• Task requirements: No picture belongs in the copy. Repeat each line below exactly.

• Material for the task:
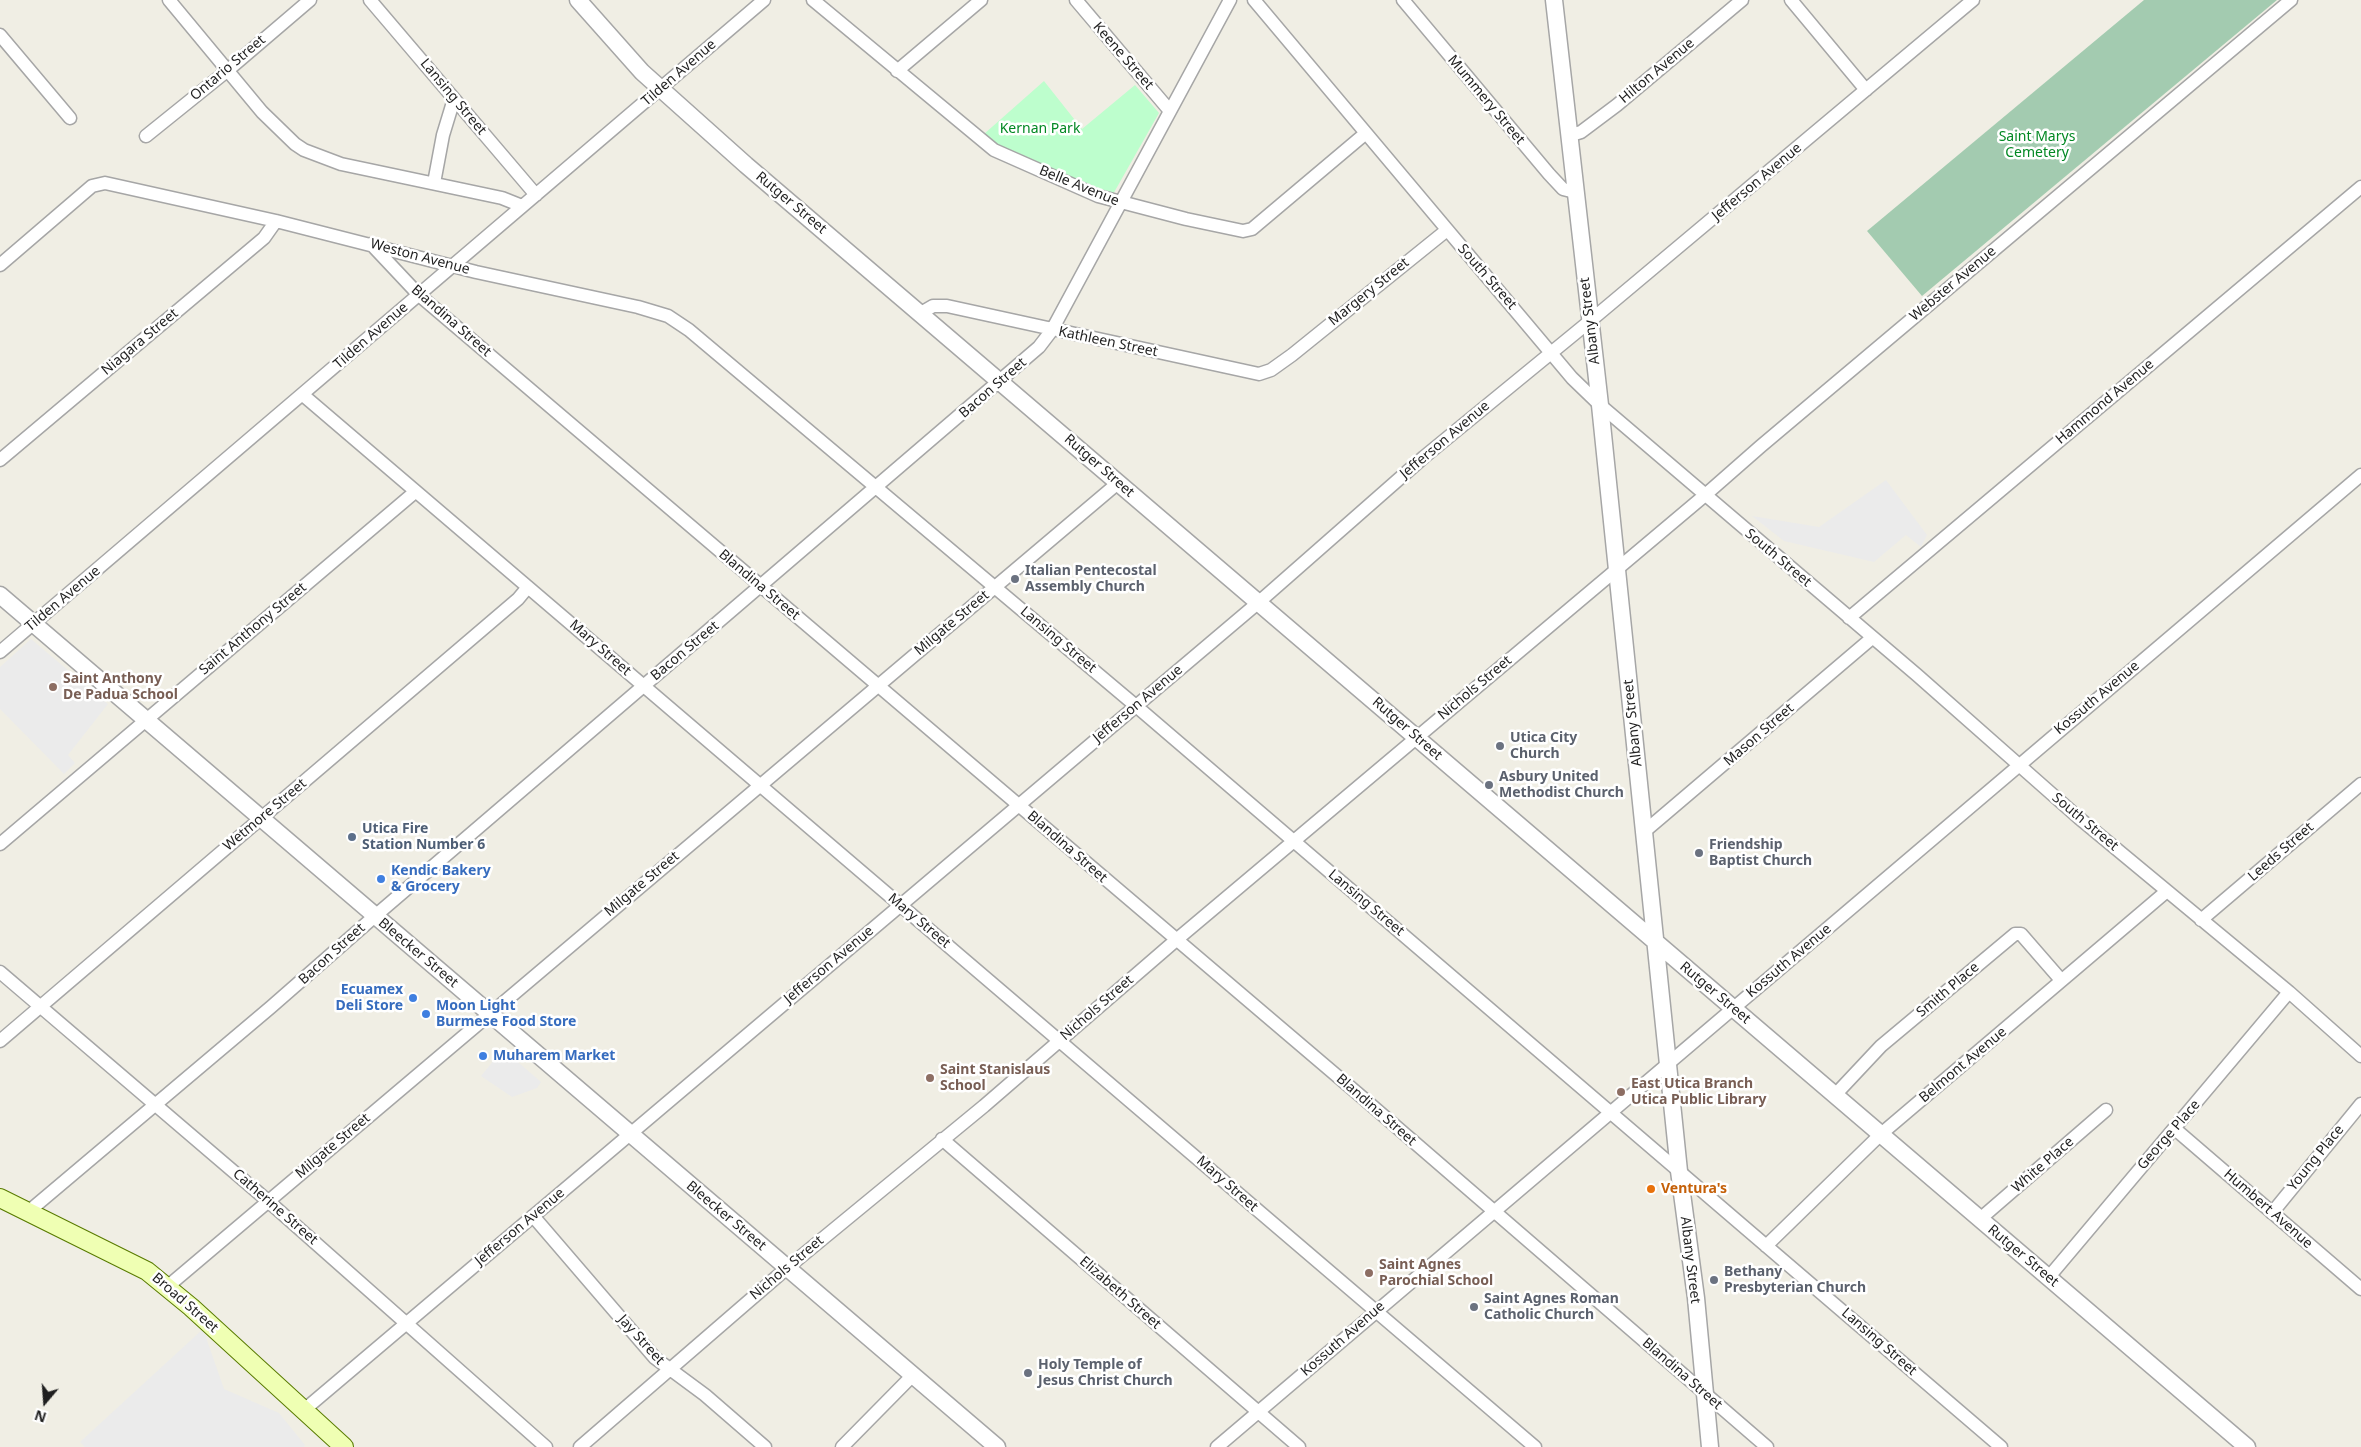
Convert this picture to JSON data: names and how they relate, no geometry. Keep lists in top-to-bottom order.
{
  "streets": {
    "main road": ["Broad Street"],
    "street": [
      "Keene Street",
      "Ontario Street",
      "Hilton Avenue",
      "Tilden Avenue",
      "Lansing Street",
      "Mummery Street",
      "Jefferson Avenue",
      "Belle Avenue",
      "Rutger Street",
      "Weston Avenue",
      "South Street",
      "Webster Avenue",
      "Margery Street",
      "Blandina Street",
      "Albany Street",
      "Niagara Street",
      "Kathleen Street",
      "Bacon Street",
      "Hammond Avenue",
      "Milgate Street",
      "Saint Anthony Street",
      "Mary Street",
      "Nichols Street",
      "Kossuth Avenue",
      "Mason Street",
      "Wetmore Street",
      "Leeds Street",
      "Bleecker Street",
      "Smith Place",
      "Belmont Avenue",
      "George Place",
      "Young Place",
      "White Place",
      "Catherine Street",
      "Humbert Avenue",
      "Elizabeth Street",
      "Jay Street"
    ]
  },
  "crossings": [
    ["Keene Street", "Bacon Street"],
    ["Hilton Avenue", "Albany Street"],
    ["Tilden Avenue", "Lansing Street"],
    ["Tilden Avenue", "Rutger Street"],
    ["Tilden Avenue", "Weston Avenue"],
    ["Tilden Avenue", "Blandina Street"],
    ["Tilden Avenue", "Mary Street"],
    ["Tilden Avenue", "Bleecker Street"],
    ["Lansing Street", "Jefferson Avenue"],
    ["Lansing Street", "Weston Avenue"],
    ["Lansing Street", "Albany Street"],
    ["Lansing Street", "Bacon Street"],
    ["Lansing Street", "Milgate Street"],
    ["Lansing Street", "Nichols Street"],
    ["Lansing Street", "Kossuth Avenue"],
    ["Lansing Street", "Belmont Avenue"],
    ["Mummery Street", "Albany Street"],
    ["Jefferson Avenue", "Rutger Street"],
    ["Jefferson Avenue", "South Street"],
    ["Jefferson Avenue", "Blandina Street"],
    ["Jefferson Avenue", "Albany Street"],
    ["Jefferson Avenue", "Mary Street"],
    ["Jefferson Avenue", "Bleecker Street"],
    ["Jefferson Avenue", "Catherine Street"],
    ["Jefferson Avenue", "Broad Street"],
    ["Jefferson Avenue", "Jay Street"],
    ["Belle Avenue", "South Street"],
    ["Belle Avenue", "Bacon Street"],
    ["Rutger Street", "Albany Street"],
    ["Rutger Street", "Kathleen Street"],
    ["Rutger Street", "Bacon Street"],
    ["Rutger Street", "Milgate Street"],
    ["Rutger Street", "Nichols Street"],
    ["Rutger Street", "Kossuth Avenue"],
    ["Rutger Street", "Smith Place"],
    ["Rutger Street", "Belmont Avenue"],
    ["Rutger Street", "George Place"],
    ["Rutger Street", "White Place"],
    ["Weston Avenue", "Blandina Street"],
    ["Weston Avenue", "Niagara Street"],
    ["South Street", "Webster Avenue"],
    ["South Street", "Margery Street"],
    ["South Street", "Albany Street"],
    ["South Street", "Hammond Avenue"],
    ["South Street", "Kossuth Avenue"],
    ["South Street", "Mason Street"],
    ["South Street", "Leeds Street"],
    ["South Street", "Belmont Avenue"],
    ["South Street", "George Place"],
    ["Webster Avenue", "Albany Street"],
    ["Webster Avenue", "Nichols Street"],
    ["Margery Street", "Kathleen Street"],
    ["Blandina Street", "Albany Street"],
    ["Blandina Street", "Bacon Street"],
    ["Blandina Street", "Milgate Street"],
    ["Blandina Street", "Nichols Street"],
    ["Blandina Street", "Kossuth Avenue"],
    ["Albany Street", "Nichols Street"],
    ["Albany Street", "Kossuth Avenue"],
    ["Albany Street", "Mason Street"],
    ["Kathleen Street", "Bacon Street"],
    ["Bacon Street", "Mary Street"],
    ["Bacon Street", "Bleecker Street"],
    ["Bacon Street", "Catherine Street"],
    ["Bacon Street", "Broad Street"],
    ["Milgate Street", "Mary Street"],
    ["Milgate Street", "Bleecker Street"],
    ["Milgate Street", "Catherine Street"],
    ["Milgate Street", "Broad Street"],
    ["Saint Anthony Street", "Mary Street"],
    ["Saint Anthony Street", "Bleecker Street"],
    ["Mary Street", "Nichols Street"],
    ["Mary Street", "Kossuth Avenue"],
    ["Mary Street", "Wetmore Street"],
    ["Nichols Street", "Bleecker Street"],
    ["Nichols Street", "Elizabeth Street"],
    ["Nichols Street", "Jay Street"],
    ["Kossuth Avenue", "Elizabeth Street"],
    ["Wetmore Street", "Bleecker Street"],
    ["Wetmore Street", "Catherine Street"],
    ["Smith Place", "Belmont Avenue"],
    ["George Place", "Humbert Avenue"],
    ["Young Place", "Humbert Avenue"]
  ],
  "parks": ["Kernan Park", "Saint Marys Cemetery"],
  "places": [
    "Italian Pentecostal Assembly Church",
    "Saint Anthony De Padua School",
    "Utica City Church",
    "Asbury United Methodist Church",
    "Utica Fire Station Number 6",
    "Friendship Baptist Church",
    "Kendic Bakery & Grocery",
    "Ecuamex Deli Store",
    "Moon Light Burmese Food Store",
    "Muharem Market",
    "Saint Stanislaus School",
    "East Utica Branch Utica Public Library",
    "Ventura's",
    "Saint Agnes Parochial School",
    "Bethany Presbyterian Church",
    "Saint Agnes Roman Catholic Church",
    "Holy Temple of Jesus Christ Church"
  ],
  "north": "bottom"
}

• Problem solution:
Convert this picture to JSON data: names and how they relate, no geometry. Keep lists in top-to-bottom order.
{
  "streets": {
    "main road": ["Broad Street"],
    "street": [
      "Keene Street",
      "Ontario Street",
      "Hilton Avenue",
      "Tilden Avenue",
      "Lansing Street",
      "Mummery Street",
      "Jefferson Avenue",
      "Belle Avenue",
      "Rutger Street",
      "Weston Avenue",
      "South Street",
      "Webster Avenue",
      "Margery Street",
      "Blandina Street",
      "Albany Street",
      "Niagara Street",
      "Kathleen Street",
      "Bacon Street",
      "Hammond Avenue",
      "Milgate Street",
      "Saint Anthony Street",
      "Mary Street",
      "Nichols Street",
      "Kossuth Avenue",
      "Mason Street",
      "Wetmore Street",
      "Leeds Street",
      "Bleecker Street",
      "Smith Place",
      "Belmont Avenue",
      "George Place",
      "Young Place",
      "White Place",
      "Catherine Street",
      "Humbert Avenue",
      "Elizabeth Street",
      "Jay Street"
    ]
  },
  "crossings": [
    ["Keene Street", "Bacon Street"],
    ["Hilton Avenue", "Albany Street"],
    ["Tilden Avenue", "Lansing Street"],
    ["Tilden Avenue", "Rutger Street"],
    ["Tilden Avenue", "Weston Avenue"],
    ["Tilden Avenue", "Blandina Street"],
    ["Tilden Avenue", "Mary Street"],
    ["Tilden Avenue", "Bleecker Street"],
    ["Lansing Street", "Jefferson Avenue"],
    ["Lansing Street", "Weston Avenue"],
    ["Lansing Street", "Albany Street"],
    ["Lansing Street", "Bacon Street"],
    ["Lansing Street", "Milgate Street"],
    ["Lansing Street", "Nichols Street"],
    ["Lansing Street", "Kossuth Avenue"],
    ["Lansing Street", "Belmont Avenue"],
    ["Mummery Street", "Albany Street"],
    ["Jefferson Avenue", "Rutger Street"],
    ["Jefferson Avenue", "South Street"],
    ["Jefferson Avenue", "Blandina Street"],
    ["Jefferson Avenue", "Albany Street"],
    ["Jefferson Avenue", "Mary Street"],
    ["Jefferson Avenue", "Bleecker Street"],
    ["Jefferson Avenue", "Catherine Street"],
    ["Jefferson Avenue", "Broad Street"],
    ["Jefferson Avenue", "Jay Street"],
    ["Belle Avenue", "South Street"],
    ["Belle Avenue", "Bacon Street"],
    ["Rutger Street", "Albany Street"],
    ["Rutger Street", "Kathleen Street"],
    ["Rutger Street", "Bacon Street"],
    ["Rutger Street", "Milgate Street"],
    ["Rutger Street", "Nichols Street"],
    ["Rutger Street", "Kossuth Avenue"],
    ["Rutger Street", "Smith Place"],
    ["Rutger Street", "Belmont Avenue"],
    ["Rutger Street", "George Place"],
    ["Rutger Street", "White Place"],
    ["Weston Avenue", "Blandina Street"],
    ["Weston Avenue", "Niagara Street"],
    ["South Street", "Webster Avenue"],
    ["South Street", "Margery Street"],
    ["South Street", "Albany Street"],
    ["South Street", "Hammond Avenue"],
    ["South Street", "Kossuth Avenue"],
    ["South Street", "Mason Street"],
    ["South Street", "Leeds Street"],
    ["South Street", "Belmont Avenue"],
    ["South Street", "George Place"],
    ["Webster Avenue", "Albany Street"],
    ["Webster Avenue", "Nichols Street"],
    ["Margery Street", "Kathleen Street"],
    ["Blandina Street", "Albany Street"],
    ["Blandina Street", "Bacon Street"],
    ["Blandina Street", "Milgate Street"],
    ["Blandina Street", "Nichols Street"],
    ["Blandina Street", "Kossuth Avenue"],
    ["Albany Street", "Nichols Street"],
    ["Albany Street", "Kossuth Avenue"],
    ["Albany Street", "Mason Street"],
    ["Kathleen Street", "Bacon Street"],
    ["Bacon Street", "Mary Street"],
    ["Bacon Street", "Bleecker Street"],
    ["Bacon Street", "Catherine Street"],
    ["Bacon Street", "Broad Street"],
    ["Milgate Street", "Mary Street"],
    ["Milgate Street", "Bleecker Street"],
    ["Milgate Street", "Catherine Street"],
    ["Milgate Street", "Broad Street"],
    ["Saint Anthony Street", "Mary Street"],
    ["Saint Anthony Street", "Bleecker Street"],
    ["Mary Street", "Nichols Street"],
    ["Mary Street", "Kossuth Avenue"],
    ["Mary Street", "Wetmore Street"],
    ["Nichols Street", "Bleecker Street"],
    ["Nichols Street", "Elizabeth Street"],
    ["Nichols Street", "Jay Street"],
    ["Kossuth Avenue", "Elizabeth Street"],
    ["Wetmore Street", "Bleecker Street"],
    ["Wetmore Street", "Catherine Street"],
    ["Smith Place", "Belmont Avenue"],
    ["George Place", "Humbert Avenue"],
    ["Young Place", "Humbert Avenue"]
  ],
  "parks": ["Kernan Park", "Saint Marys Cemetery"],
  "places": [
    "Italian Pentecostal Assembly Church",
    "Saint Anthony De Padua School",
    "Utica City Church",
    "Asbury United Methodist Church",
    "Utica Fire Station Number 6",
    "Friendship Baptist Church",
    "Kendic Bakery & Grocery",
    "Ecuamex Deli Store",
    "Moon Light Burmese Food Store",
    "Muharem Market",
    "Saint Stanislaus School",
    "East Utica Branch Utica Public Library",
    "Ventura's",
    "Saint Agnes Parochial School",
    "Bethany Presbyterian Church",
    "Saint Agnes Roman Catholic Church",
    "Holy Temple of Jesus Christ Church"
  ],
  "north": "bottom"
}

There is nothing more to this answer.